In this notebook, we'll build a Naive Bayes classifier to determine if a text message is "spam" or "ham" (not spam).

## 1. Import Libraries

In [None]:
import pandas as pd
from sklearn.model_selection import train_test_split
from sklearn.feature_extraction.text import CountVectorizer
from sklearn.naive_bayes import MultinomialNB
from sklearn.metrics import accuracy_score

## 2. Load and Prepare the Data

We'll create a small dataset of text messages. In a real-world scenario, you would load this from a file (e.g., a CSV).

In [None]:
data = {'message': ['call now for free prize', 'buy one get one free', 'hey how are you', 'meet me at the park', 'urgent call for money', 'how was your day'],
        'label': ['spam', 'spam', 'ham', 'ham', 'spam', 'ham']}
df = pd.DataFrame(data)

print(df)

## 3. Split Data and Vectorize Text

Machine learning models need numbers, not text. We'll use `CountVectorizer` to turn our text messages into a matrix of token counts.

In [None]:
# Map labels to numbers
df['label_num'] = df['label'].map({'ham':0, 'spam':1})

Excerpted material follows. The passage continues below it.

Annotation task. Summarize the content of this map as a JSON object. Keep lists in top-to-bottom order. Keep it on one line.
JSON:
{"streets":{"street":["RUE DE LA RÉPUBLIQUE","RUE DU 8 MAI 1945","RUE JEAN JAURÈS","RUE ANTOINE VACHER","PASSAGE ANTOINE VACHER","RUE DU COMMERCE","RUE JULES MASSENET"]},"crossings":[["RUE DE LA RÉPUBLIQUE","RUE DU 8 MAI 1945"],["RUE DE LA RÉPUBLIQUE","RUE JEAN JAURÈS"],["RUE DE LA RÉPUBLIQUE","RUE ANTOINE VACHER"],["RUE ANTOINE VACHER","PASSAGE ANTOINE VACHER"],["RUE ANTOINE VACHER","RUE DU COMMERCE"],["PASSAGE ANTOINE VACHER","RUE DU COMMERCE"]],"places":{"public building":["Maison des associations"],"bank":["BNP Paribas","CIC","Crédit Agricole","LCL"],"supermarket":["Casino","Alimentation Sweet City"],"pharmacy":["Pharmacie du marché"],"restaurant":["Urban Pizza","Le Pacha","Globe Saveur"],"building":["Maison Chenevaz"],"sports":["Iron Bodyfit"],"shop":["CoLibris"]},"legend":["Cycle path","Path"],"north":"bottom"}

# Split data into training and testing sets
X_train, X_test, y_train, y_test = train_test_split(df['message'], df['label_num'], test_size=0.33, random_state=42)

# Initialize the vectorizer and transform the data
vectorizer = CountVectorizer()
X_train_counts = vectorizer.fit_transform(X_train)
X_test_counts = vectorizer.transform(X_test)

## 4. Create and Train the Naive Bayes Model

In [None]:
model = MultinomialNB()
model.fit(X_train_counts, y_train)

## 5. Evaluate the Model

Let's see how well our model did on the test data.

In [None]:
predictions = model.predict(X_test_counts)
accuracy = accuracy_score(y_test, predictions)
print(f"Model Accuracy: {accuracy:.2f}")

## 6. Make Predictions on New Messages

Now let's try our model on some new messages it has never seen before.

In [None]:
new_messages = [
    'free entry to the contest',
    'Can we meet tomorrow?'
]
new_messages_counts = vectorizer.transform(new_messages)
new_predictions = model.predict(new_messages_counts)

for msg, pred in zip(new_messages, new_predictions):
    label = 'spam' if pred == 1 else 'ham'
    print(f'"{msg}" -> {label}')